◆ **Task objective**: Could you write out, word for word, only the lines from the one containing "<!-- poi labels -->" through the last line of the data below?

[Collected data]
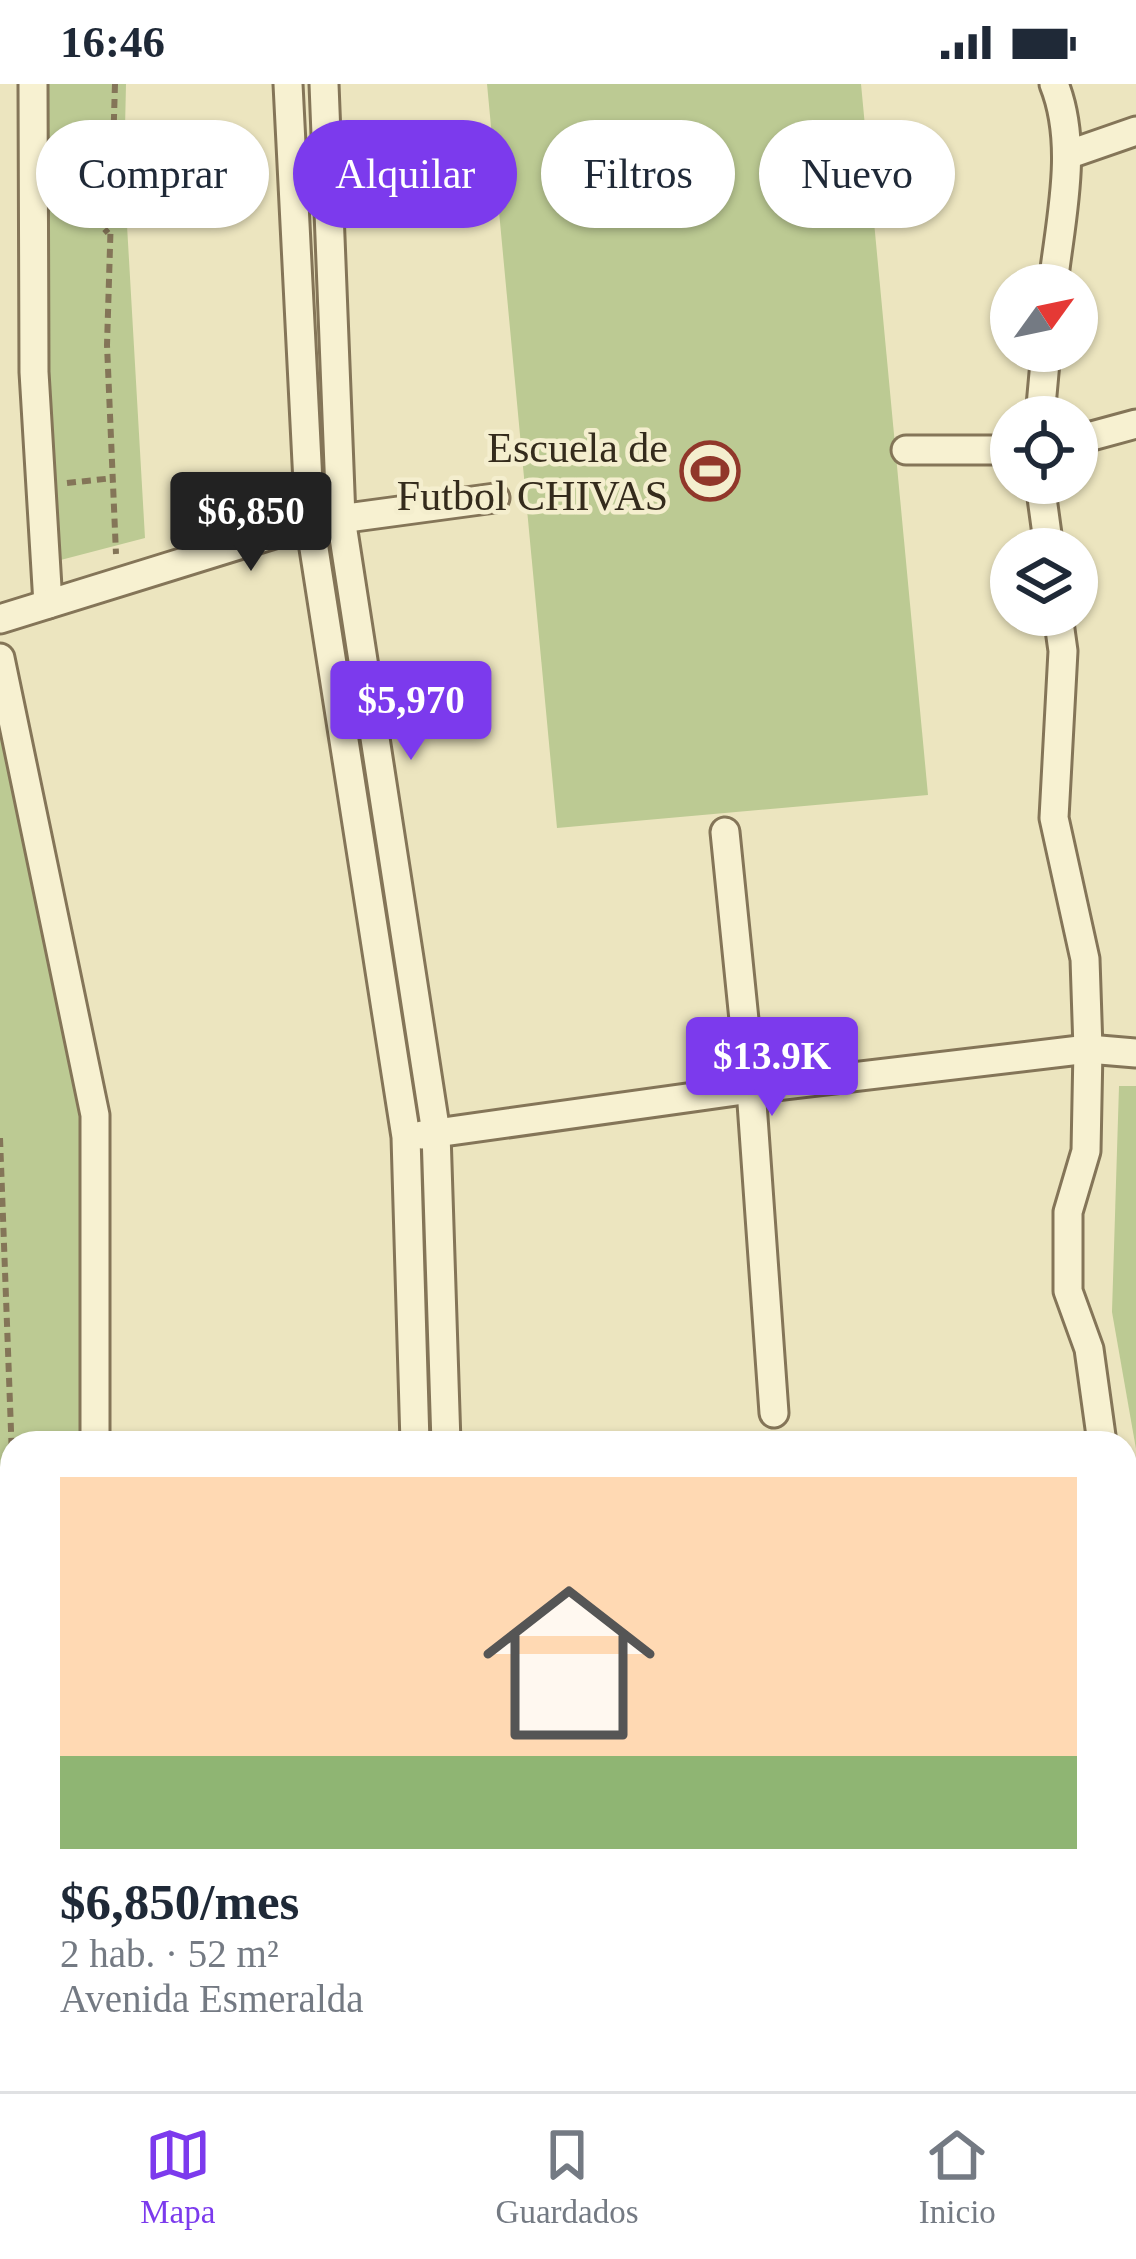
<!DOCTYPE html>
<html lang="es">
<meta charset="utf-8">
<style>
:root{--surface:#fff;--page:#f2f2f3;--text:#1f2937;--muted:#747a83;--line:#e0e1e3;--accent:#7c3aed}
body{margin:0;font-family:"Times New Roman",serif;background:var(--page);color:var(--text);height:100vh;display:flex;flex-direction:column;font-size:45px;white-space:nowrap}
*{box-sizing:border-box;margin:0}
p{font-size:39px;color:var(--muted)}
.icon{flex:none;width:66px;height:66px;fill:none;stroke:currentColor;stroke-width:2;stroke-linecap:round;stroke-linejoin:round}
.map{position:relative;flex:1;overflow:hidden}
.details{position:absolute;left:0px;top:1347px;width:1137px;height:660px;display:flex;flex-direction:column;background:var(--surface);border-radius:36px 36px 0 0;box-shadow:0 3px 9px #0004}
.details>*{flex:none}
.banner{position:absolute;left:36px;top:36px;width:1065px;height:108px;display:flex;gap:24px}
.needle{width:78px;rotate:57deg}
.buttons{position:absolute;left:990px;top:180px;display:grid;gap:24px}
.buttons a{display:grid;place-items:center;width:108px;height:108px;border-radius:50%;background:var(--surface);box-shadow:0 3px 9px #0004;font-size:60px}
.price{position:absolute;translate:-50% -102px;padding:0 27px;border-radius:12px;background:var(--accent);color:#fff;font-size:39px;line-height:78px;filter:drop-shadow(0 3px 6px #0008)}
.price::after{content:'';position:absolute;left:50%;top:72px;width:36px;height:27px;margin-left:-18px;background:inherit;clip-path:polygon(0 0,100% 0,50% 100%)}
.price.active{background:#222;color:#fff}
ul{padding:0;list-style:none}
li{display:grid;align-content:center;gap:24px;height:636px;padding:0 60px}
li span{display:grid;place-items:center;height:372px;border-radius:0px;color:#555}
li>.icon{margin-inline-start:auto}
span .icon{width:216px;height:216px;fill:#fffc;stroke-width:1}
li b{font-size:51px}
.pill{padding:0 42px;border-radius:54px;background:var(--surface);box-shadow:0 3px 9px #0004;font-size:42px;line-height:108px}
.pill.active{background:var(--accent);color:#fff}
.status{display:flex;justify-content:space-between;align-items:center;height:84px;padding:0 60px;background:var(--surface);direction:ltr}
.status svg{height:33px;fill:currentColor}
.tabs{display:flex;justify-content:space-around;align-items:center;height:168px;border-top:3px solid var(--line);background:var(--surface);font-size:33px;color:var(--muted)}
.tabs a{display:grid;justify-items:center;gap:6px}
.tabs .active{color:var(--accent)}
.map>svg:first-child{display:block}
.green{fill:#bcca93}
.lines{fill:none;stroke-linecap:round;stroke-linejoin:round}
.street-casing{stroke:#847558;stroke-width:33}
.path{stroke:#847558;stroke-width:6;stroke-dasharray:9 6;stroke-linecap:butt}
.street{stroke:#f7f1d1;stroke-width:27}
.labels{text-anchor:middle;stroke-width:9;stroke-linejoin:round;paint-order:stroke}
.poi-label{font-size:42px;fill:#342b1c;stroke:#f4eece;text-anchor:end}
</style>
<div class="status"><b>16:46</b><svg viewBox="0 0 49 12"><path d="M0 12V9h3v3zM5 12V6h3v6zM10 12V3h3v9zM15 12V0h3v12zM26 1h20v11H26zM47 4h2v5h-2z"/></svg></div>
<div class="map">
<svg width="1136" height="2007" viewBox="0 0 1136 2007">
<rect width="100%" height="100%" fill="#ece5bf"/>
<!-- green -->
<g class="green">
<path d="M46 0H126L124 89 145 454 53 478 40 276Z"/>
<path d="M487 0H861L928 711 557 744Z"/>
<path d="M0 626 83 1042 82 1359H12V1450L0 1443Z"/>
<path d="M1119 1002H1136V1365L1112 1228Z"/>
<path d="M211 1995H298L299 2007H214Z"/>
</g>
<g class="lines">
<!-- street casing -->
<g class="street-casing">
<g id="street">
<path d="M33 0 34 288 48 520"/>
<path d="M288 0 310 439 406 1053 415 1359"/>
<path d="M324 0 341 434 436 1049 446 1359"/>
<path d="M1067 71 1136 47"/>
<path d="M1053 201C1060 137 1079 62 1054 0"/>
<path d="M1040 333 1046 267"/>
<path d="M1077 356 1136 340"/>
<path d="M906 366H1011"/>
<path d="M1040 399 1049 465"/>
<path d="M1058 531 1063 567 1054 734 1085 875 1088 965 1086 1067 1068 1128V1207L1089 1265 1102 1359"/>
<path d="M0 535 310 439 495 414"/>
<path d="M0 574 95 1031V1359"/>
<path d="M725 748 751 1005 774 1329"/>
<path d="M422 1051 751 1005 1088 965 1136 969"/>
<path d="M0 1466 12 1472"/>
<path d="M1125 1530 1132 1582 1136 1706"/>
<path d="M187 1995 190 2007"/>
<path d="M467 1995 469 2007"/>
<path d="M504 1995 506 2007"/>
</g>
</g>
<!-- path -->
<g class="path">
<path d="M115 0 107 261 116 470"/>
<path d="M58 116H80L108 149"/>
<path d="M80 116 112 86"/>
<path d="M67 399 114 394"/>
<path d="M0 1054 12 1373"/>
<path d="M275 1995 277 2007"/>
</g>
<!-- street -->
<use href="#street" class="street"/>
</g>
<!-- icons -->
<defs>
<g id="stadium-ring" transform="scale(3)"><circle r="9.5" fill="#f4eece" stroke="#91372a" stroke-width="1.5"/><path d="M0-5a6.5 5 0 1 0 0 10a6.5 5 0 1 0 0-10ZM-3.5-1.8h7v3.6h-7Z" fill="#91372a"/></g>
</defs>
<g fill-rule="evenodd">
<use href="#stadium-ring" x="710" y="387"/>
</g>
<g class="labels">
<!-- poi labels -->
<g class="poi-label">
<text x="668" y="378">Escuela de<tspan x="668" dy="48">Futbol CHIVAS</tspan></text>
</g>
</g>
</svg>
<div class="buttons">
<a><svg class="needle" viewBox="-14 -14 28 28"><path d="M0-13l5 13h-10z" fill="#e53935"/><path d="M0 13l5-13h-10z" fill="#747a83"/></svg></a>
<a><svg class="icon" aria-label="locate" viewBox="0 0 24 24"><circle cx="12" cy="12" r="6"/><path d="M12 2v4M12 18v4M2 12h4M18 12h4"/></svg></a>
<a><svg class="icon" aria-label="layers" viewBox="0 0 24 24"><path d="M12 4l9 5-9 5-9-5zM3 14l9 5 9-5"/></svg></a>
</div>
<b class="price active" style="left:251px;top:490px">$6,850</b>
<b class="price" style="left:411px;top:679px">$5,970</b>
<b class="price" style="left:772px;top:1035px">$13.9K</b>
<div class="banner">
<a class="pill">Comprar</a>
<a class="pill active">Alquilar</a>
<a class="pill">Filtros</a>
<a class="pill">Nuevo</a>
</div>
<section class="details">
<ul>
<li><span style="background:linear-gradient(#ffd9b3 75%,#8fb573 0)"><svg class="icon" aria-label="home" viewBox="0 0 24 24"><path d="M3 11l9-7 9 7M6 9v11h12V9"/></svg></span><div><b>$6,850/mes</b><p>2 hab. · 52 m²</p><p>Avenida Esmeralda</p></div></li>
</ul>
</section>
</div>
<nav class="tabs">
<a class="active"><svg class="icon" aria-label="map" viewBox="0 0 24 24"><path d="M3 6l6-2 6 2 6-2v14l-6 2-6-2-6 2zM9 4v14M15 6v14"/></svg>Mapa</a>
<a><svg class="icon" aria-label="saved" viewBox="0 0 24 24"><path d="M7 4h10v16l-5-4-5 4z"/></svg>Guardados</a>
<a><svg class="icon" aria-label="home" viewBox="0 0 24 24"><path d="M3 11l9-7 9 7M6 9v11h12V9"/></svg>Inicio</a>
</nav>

◆ **Your response**:
<!-- poi labels -->
<g class="poi-label">
<text x="668" y="378">Escuela de<tspan x="668" dy="48">Futbol CHIVAS</tspan></text>
</g>
</g>
</svg>
<div class="buttons">
<a><svg class="needle" viewBox="-14 -14 28 28"><path d="M0-13l5 13h-10z" fill="#e53935"/><path d="M0 13l5-13h-10z" fill="#747a83"/></svg></a>
<a><svg class="icon" aria-label="locate" viewBox="0 0 24 24"><circle cx="12" cy="12" r="6"/><path d="M12 2v4M12 18v4M2 12h4M18 12h4"/></svg></a>
<a><svg class="icon" aria-label="layers" viewBox="0 0 24 24"><path d="M12 4l9 5-9 5-9-5zM3 14l9 5 9-5"/></svg></a>
</div>
<b class="price active" style="left:251px;top:490px">$6,850</b>
<b class="price" style="left:411px;top:679px">$5,970</b>
<b class="price" style="left:772px;top:1035px">$13.9K</b>
<div class="banner">
<a class="pill">Comprar</a>
<a class="pill active">Alquilar</a>
<a class="pill">Filtros</a>
<a class="pill">Nuevo</a>
</div>
<section class="details">
<ul>
<li><span style="background:linear-gradient(#ffd9b3 75%,#8fb573 0)"><svg class="icon" aria-label="home" viewBox="0 0 24 24"><path d="M3 11l9-7 9 7M6 9v11h12V9"/></svg></span><div><b>$6,850/mes</b><p>2 hab. · 52 m²</p><p>Avenida Esmeralda</p></div></li>
</ul>
</section>
</div>
<nav class="tabs">
<a class="active"><svg class="icon" aria-label="map" viewBox="0 0 24 24"><path d="M3 6l6-2 6 2 6-2v14l-6 2-6-2-6 2zM9 4v14M15 6v14"/></svg>Mapa</a>
<a><svg class="icon" aria-label="saved" viewBox="0 0 24 24"><path d="M7 4h10v16l-5-4-5 4z"/></svg>Guardados</a>
<a><svg class="icon" aria-label="home" viewBox="0 0 24 24"><path d="M3 11l9-7 9 7M6 9v11h12V9"/></svg>Inicio</a>
</nav>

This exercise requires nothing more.